• [Task]:
What you return must be the lines from the first one below through the one containing "display:flex; align-items:center; gap:10px;", exactly and with pictures excluded.

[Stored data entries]
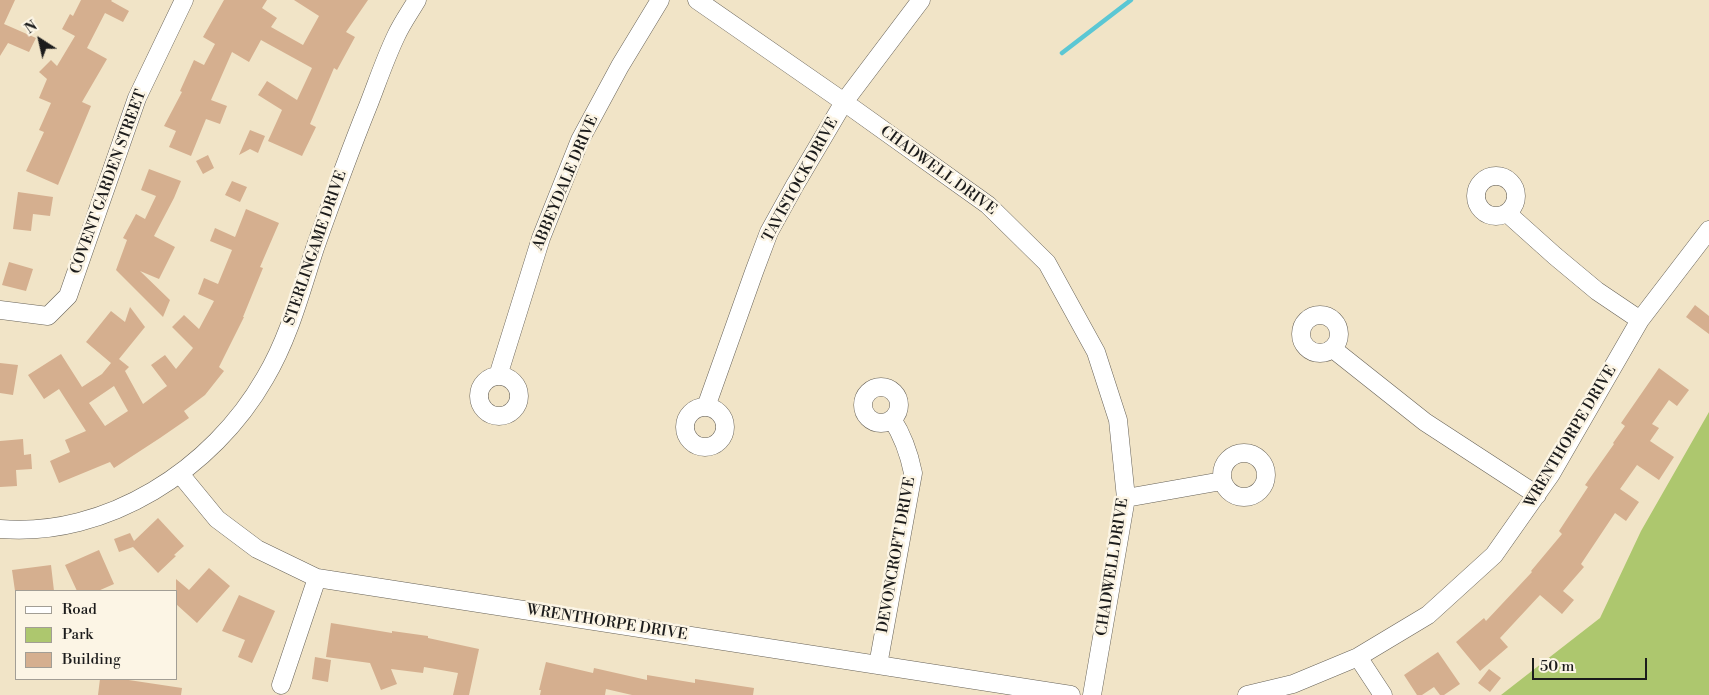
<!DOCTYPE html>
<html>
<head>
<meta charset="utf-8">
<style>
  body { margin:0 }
  #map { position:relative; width:1709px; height:695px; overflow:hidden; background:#f1e4c7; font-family:"Libre Bodoni",serif }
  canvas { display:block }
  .legend { position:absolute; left:15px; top:590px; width:162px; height:90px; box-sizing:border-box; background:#fcf5e5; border:1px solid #a29e95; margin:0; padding:6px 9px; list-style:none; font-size:15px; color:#1c1c1c }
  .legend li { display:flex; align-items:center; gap:10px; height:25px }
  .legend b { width:25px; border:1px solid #a29e95 }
  .north { position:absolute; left:15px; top:15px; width:50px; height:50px; -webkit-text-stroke:4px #fcf5e5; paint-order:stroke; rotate:325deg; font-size:14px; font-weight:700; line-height:20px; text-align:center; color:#1c1c1c }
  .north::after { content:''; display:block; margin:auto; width:18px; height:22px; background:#1c1c1c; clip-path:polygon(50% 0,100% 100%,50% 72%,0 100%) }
  .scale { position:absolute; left:1532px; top:658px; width:115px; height:22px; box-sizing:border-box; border:2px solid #1c1c1c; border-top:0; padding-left:6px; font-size:15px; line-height:18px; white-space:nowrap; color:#1c1c1c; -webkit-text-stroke:4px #fcf5e5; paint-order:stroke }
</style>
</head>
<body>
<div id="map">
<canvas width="1709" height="695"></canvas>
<ul class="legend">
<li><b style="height:6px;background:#fff"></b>Road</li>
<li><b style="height:14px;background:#adc76e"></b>Park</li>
<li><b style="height:14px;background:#d5af8f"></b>Building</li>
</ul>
<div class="north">N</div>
<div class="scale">50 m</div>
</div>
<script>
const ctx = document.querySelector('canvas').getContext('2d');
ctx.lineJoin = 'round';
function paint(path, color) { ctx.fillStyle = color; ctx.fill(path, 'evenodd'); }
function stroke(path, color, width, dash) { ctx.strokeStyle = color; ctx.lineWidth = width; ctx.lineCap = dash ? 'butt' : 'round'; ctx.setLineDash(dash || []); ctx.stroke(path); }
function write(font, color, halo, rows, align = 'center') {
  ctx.font = font + ' "Libre Bodoni",serif'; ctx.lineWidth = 5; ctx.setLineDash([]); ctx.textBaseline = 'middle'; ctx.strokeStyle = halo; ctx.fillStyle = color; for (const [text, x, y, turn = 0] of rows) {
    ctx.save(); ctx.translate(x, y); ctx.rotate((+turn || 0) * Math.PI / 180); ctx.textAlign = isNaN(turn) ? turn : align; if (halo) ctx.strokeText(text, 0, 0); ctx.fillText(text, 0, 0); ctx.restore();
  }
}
paint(new Path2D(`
  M 1709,412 L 1709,695 L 1501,695 L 1600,618 L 1641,531 Z`), '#adc76e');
stroke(new Path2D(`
  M 1062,53 L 1131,0`), '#5bc7d4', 4.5);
paint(new Path2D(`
  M 0,0 L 15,0 L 4,24 L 36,38 L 29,52 L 8,43 L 0,56 Z
  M 81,0 L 112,0 L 111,1 L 129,11 L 123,22 L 105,13 L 87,48 L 107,59 L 82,102 L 91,106 L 58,185 L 26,171 L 44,132 L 39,130 L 51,103 L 39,98 L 47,79 L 39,72 L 51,60 L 57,66 L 75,36 L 62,29 L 70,14 L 73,16 Z
  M 224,0 L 267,0 L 262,8 L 277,18 L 271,27 L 303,45 L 319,16 L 294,0 L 368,0 L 346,32 L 355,37 L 337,70 L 334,68 L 310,124 L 316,127 L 302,156 L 268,141 L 282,110 L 258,95 L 267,81 L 297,100 L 312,68 L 261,40 L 249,62 L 232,52 L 211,100 L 227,106 L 220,124 L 206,119 L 191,156 L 169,147 L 176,131 L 164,126 L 182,92 L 180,91 L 194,60 L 204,65 L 215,44 L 203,37 Z
  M 250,130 L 265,136 L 258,153 L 250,149 L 239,155 Z
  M 208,155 L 214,168 L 203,174 L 196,161 Z
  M 149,169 L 181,181 L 174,198 L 154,236 L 175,247 L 159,279 L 140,271 L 170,300 L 163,317 L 116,270 L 127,240 L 123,238 L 136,214 L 145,219 L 156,196 L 141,190 Z
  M 232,181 L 247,187 L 240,202 L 225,195 Z
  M 18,192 L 53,197 L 50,216 L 33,214 L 31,231 L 13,229 Z
  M 246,209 L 279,223 L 260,267 L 263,268 L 243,317 L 244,317 L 219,367 L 224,371 L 205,395 L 184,411 L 189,418 L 160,438 L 114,468 L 110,462 L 59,483 L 50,461 L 70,452 L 65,440 L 86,431 L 59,389 L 44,399 L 28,375 L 61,354 L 82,387 L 102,374 L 111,363 L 86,342 L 111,311 L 125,322 L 130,307 L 145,327 L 119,359 L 129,367 L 125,371 L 143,404 L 167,386 L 151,365 L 165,355 L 176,369 L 193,348 L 172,327 L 184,315 L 199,329 L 214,301 L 198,294 L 204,278 L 218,284 L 232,250 L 210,241 L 215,228 L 235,237 ZM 114,386 L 128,411 L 105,426 L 89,403 Z
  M 9,262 L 33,269 L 26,291 L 2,285 Z
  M 1695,305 L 1709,316 L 1709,334 L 1686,317 Z
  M 0,363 L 18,365 L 13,395 L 0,393 Z
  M 1659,368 L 1689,390 L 1677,406 L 1669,400 L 1652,424 L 1659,428 L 1650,441 L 1674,457 L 1659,480 L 1637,465 L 1620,489 L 1639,502 L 1626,521 L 1615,513 L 1581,564 L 1584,567 L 1563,591 L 1574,600 L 1562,614 L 1540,595 L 1500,638 L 1508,647 L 1480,671 L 1456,642 L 1484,618 L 1486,621 L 1532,572 L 1531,571 L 1562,534 L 1559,531 L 1588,487 L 1585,485 L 1614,444 L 1613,443 L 1625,426 L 1621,423 Z
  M 23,439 L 24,455 L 31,454 L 32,469 L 16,470 L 17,486 L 0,487 L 0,441 Z
  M 158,518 L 184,546 L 174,555 L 176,556 L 158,573 L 133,547 L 119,552 L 114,539 L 130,533 L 134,541 Z
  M 99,550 L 114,584 L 98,591 L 77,591 L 65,565 Z
  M 51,565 L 54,591 L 15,591 L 12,570 Z
  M 209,568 L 230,586 L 197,623 L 176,604 L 176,579 L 189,590 Z
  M 239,595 L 275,611 L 252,663 L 238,657 L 245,640 L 222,631 Z
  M 331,623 L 392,633 L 392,631 L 428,636 L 428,638 L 479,649 L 469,695 L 453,695 L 458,673 L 424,667 L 423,673 L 391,669 L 397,684 L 381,690 L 370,663 L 326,657 Z
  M 1438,652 L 1460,684 L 1444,695 L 1440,695 L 1434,687 L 1422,695 L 1417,695 L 1404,675 Z
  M 315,657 L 331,660 L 328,682 L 312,679 Z
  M 546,662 L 593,673 L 594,668 L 647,680 L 647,675 L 695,683 L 695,679 L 754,688 L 753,695 L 632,695 L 606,689 L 605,695 L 540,695 L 541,690 L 539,690 Z
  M 1489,669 L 1501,678 L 1490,692 L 1478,683 Z
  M 100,679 L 122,679 L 182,688 L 181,695 L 98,695 Z`), '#d5af8f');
const minor = new Path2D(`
  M 697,0 L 844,102 L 988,205 L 1047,263 L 1096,352 L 1118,420 L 1126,498 L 1092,695
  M1476 196a20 20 0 1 1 40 0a20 20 0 1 1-40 0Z
  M 1507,213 L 1555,256 L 1597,291 L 1640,320
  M 0,310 L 48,316 L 68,296 L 137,98 L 184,0
  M1301 334a19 19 0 1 1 38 0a19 19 0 1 1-38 0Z
  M 1333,349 L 1425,422 L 1537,495
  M 498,376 L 541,238 L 580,140 L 620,66 L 660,0
  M479 396a20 20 0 1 1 40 0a20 20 0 1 1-40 0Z
  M863 405a18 18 0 1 1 36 0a18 18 0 1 1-36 0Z
  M 706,407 L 754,272 L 769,232 L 795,185 L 844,102 L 921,0
  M685 427a20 20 0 1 1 40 0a20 20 0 1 1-40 0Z
  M1222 475a22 22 0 1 1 44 0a22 22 0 1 1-44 0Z
  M 180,474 L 217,519 L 257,549 L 317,578 L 1071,695
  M 1126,498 L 1222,481
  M 0,529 C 107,538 213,469 265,378 C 289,338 301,291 315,248 C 332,200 349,153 368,106 C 377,83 385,59 396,36 C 402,23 410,12 417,0
  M 1358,657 L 1383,695
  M 878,665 L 913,473 C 909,453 903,436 892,419
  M 281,685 L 317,578
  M 1247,695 L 1293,684 L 1358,657 L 1428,615 L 1494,555 L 1551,474 L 1640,320 L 1709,230`);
stroke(minor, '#676258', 19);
stroke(minor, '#fff', 18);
write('15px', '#1c1c1c', '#fcf5e5', [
  ["CHADWELL DRIVE",938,171,36],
  ["TAVISTOCK DRIVE",801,180,-61],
  ["COVENT GARDEN STREET",109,182,-70],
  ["ABBEYDALE DRIVE",566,183,-67],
  ["STERLINGAME DRIVE",316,248,-71],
  ["WRENTHORPE DRIVE",1571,437,-59],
  ["DEVONCROFT DRIVE",897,555,-80],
  ["CHADWELL DRIVE",1113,567,-81],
  ["WRENTHORPE DRIVE",607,623,9]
]);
</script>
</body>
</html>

• [Output]:
<!DOCTYPE html>
<html>
<head>
<meta charset="utf-8">
<style>
  body { margin:0 }
  #map { position:relative; width:1709px; height:695px; overflow:hidden; background:#f1e4c7; font-family:"Libre Bodoni",serif }
  canvas { display:block }
  .legend { position:absolute; left:15px; top:590px; width:162px; height:90px; box-sizing:border-box; background:#fcf5e5; border:1px solid #a29e95; margin:0; padding:6px 9px; list-style:none; font-size:15px; color:#1c1c1c }
  .legend li { display:flex; align-items:center; gap:10px; height:25px }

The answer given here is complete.